What does the FIRE sector get for its contributions? Maybe nothing more than the chance to bend a senator's ear at a fundraiser -- or maybe special treatment for a client in the form of a "carve-out." Lobbyists are circulating a list of carve-outs in the Democrats' bill. Private equity funds, for instance, are exempt from several requirements.
"Obtaining a carve-out isn't rocket science," a Republican FIRE lobbyist told HuffPost last week. "Just give Chairman Dodd and Chuck Schumer a shitload of money."
On Monday, Senate Democrats blasted Sen. Richard Shelby (R-Ala.), the ranking Republican on the Banking Committee, for attending a lunch fundraiser for New Hampshire Senate candidate Kelly Ayotte ahead of a 5 p.m. test vote on reform. On Friday, while President Obama urged Wall Street executives to play along with reform, Senate Republicans had a fundraiser with FIRE lobbyists.

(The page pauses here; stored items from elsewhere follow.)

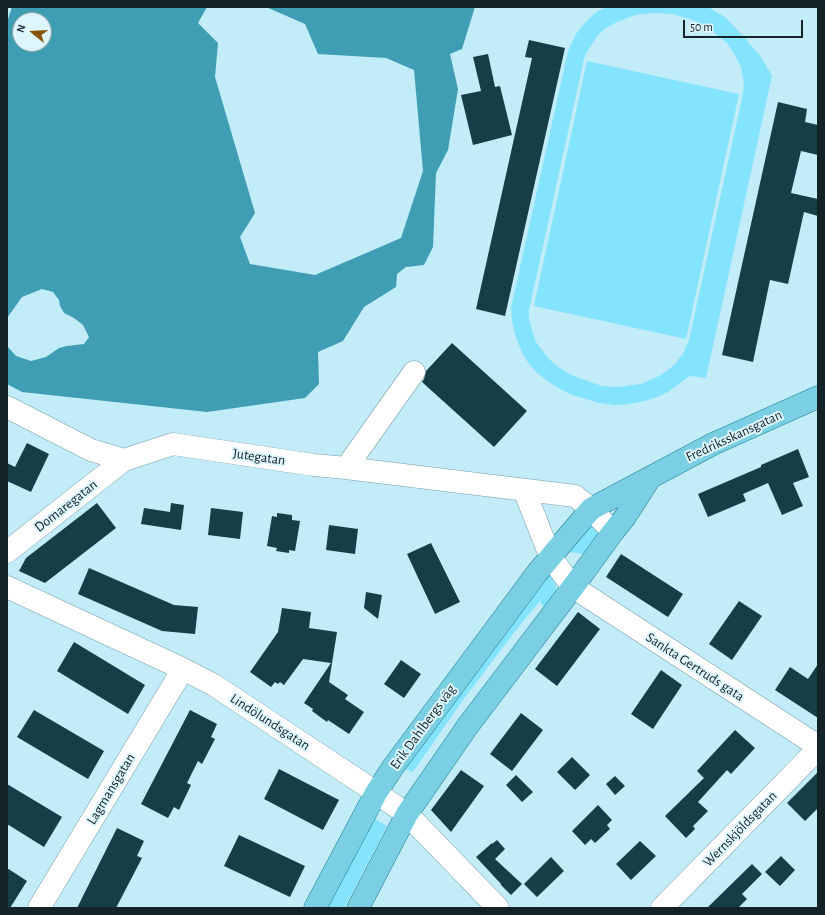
<!DOCTYPE html>
<meta charset="utf-8">
<style>
body{margin:0}
#map{position:relative;width:825px;height:915px;overflow:hidden;background:#c2ecf8;font-family:"Alegreya Sans",sans-serif}
canvas{display:block}
.frame{position:absolute;inset:0;border:8px solid #132328;pointer-events:none}
.north{position:absolute;left:12px;top:12px;width:40px;height:40px;box-sizing:border-box;background:#ddf6fd;border:1px solid #8ca2a8;border-radius:50%;rotate:288deg;font-size:11px;font-weight:700;line-height:16px;text-align:center;color:#132328}
.north::after{content:'';display:block;margin:auto;width:14px;height:18px;background:#8a5304;clip-path:polygon(50% 0,100% 100%,50% 72%,0 100%)}
.scale{position:absolute;left:683px;top:20px;width:120px;height:18px;box-sizing:border-box;border:2px solid #132328;border-top:0;padding-left:5px;font-size:12px;line-height:14px;white-space:nowrap;color:#132328;-webkit-text-stroke:3px #ddf6fd;paint-order:stroke}
</style>
<div id="map">
<canvas width="825" height="915"></canvas>
<div class="frame"></div>
<div class="north">N</div>
<div class="scale">50 m</div>
</div>
<script>
const c = document.querySelector('canvas').getContext('2d');
c.lineJoin = 'round';
function paint(path, color) {
  c.fillStyle = color;
  c.fill(path, 'evenodd');
}
function poly(rows) {
  const path = new Path2D();
  for (const r of rows) {
    path.moveTo(r[0], r[1]);
    for (let i = 2; i < r.length; i += 2) path.lineTo(r[i], r[i + 1]);
  }
  return path;
}
function strokePath(path, color, width, dash) {
  c.strokeStyle = color;
  c.lineWidth = width;
  c.lineCap = dash ? 'butt' : 'round';
  c.setLineDash(dash || []);
  c.stroke(path);
}
function write(font, color, halo, rows, align = 'center') {
  c.font = font + ' "Alegreya Sans",sans-serif';
  c.lineWidth = 4;
  c.setLineDash([]);
  c.textBaseline = 'middle';
  c.strokeStyle = halo;
  c.fillStyle = color;
  for (const [text, x, y, turn = 0] of rows) {
    c.save();
    c.translate(x, y);
    c.rotate((+turn || 0) * Math.PI / 180);
    c.textAlign = isNaN(turn) ? turn : align;
    if (halo) c.strokeText(text, 0, 0);
    c.fillText(text, 0, 0);
    c.restore();
  }
}
paint(poly([
 [606,7,708,7,725,17,743,36,761,57,772,76,706,378,690,376,668,392,657,397,645,401,628,404,615,405,599,403,572,395,560,389,546,380,536,372,527,361,521,350,515,335,512,321,511,308,568,51,576,34,585,23,595,13],
 [654,13,673,14,696,21,713,32,727,43,735,55,741,67,744,85,742,98,689,340,684,352,676,363,668,370,659,376,641,384,626,386,615,387,602,386,579,378,569,374,557,366,549,359,536,342,532,330,529,319,529,310,584,59,587,52,598,35,606,28,617,22,635,15],
 [587,61,739,94,686,339,534,306],
 [591,516,601,537,584,554,561,551],
 [547,567,556,584,556,599,547,612,540,601,516,630,460,704,413,772,400,767],
 [372,817,387,826,344,908,325,908]
]), '#84e4fe');
paint(poly([
 [12,7,207,7,198,23,218,43,215,77,255,213,240,237,250,264,315,275,401,238,423,171,414,70,386,58,318,54,305,24,266,7,475,7,462,49,450,54,458,89,448,150,436,173,433,247,424,265,406,267,397,274,396,287,364,307,343,341,318,352,319,384,305,398,207,412,22,392,7,384,7,346,16,356,31,361,46,357,59,348,67,346,84,344,89,337,83,325,74,318,64,313,60,306,59,300,53,292,42,289,22,297,7,318,7,22],
 [20,20,44,20,44,44,20,44]
]), '#3f9db4');
paint(poly([
 [529,40,565,48,505,316,476,309,532,58,525,57],
 [488,54,495,87,500,86,512,135,473,145,461,95,481,91,473,57],
 [778,102,807,109,805,122,818,125,818,155,801,151,791,193,818,199,818,216,804,212,788,284,770,280,753,362,722,355],
 [452,343,527,411,494,447,422,382,424,379,426,371],
 [27,443,49,454,31,492,7,481,7,463,15,467],
 [798,449,809,477,793,483,803,506,782,515,768,483,743,494,746,501,708,517,698,494,761,467,761,465],
 [97,503,116,528,45,583,19,571,26,558],
 [171,503,184,505,181,530,141,524,144,508,170,512],
 [211,508,243,512,240,539,208,535],
 [277,513,292,515,292,520,300,521,295,551,289,550,289,553,276,551,277,548,267,546,272,516,277,517],
 [329,525,358,529,355,554,326,550],
 [431,543,460,602,435,614,407,554],
 [621,554,683,594,668,617,606,577],
 [89,568,174,605,198,607,195,634,162,631,78,594],
 [366,592,382,595,378,619,364,608],
 [739,601,762,616,732,660,709,644],
 [282,608,311,612,309,628,337,632,329,682,348,695,345,699,364,712,349,734,328,720,327,722,312,711,313,709,304,703,331,663,303,659,284,685,280,682,278,684,275,682,271,687,250,672,278,632],
 [578,612,600,629,557,686,535,669],
 [74,642,145,685,128,714,57,671],
 [401,660,421,674,404,698,384,684],
 [818,664,818,718,775,690,790,667,808,679],
 [661,670,682,685,653,729,631,714],
 [34,710,104,751,88,779,17,737],
 [190,710,217,724,211,737,215,739,202,764,198,761,187,783,191,785,179,810,174,807,168,818,141,804],
 [521,713,543,730,512,771,490,754],
 [735,730,755,748,731,774,727,770,698,802,708,811,693,826,695,829,686,838,665,816,704,778,697,771],
 [572,757,590,775,575,790,557,772],
 [279,769,339,800,323,830,264,799],
 [461,770,484,786,451,832,431,810],
 [818,772,818,808,805,821,787,803],
 [516,775,533,792,522,802,506,785],
 [615,776,625,786,615,795,606,784],
 [7,784,62,817,44,847,7,824],
 [598,805,612,820,607,825,610,829,595,843,591,839,585,845,572,831],
 [117,828,144,841,137,856,142,858,116,908,77,908],
 [239,835,305,866,290,897,224,866],
 [497,840,505,849,495,859,522,884,511,895,501,885,501,884,476,857,492,843,492,844],
 [640,841,656,856,631,880,616,864],
 [781,856,795,870,780,886,765,872],
 [551,857,564,871,537,897,524,884],
 [752,864,762,874,742,894,747,899,738,908,707,908],
 [7,868,27,881,10,908,7,908]
]), '#173e47');
const minor = poly([
 [7,407,91,450,124,460,173,444,314,465,346,468,575,496,591,509,613,532],
 [346,468,414,372],
 [524,490,551,558,573,587,818,746],
 [7,552,124,460],
 [7,587,183,669,214,685,362,783,407,814,498,908],
 [39,908,183,669],
 [662,908,818,749]
]);
const major = poly([
 [315,908,376,793,393,767,537,573,591,509,713,444,818,397],
 [358,908,407,814,467,727,573,587,613,532,625,517,650,478]
]);
strokePath(minor, '#769ea9', 23);
strokePath(major, '#1c7f94', 23);
strokePath(minor, '#fff', 22);
strokePath(major, '#7ad0e2', 22);
write('14px', '#132328', '#ddf6fd', [
 ["Fredriksskansgatan",734,436,-25],
 ["Jutegatan",259,457,8],
 ["Domaregatan",66,506,-38],
 ["Sankta Gertruds gata",695,667,33],
 ["Lindölundsgatan",270,722,33],
 ["Erik Dahlbergs väg",423,727,-54],
 ["Lagmansgatan",111,789,-59],
 ["Wernskjöldsgatan",740,829,-46]
]);
</script>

Harry Reid has similarly been caught on FIRE.
When House Minority Leader John Boehner (R-Ohio) recently urged JPMorgan CEO Jamie Dimon to give more to Republicans, Democrats in both the House and Senate bent over backwards to rebut the claim that the GOP is the party of Wall Street.
Despite the constant accusations of "backroom deals" by the Wall Street, it seems that FIRE giving really is buy-partisan.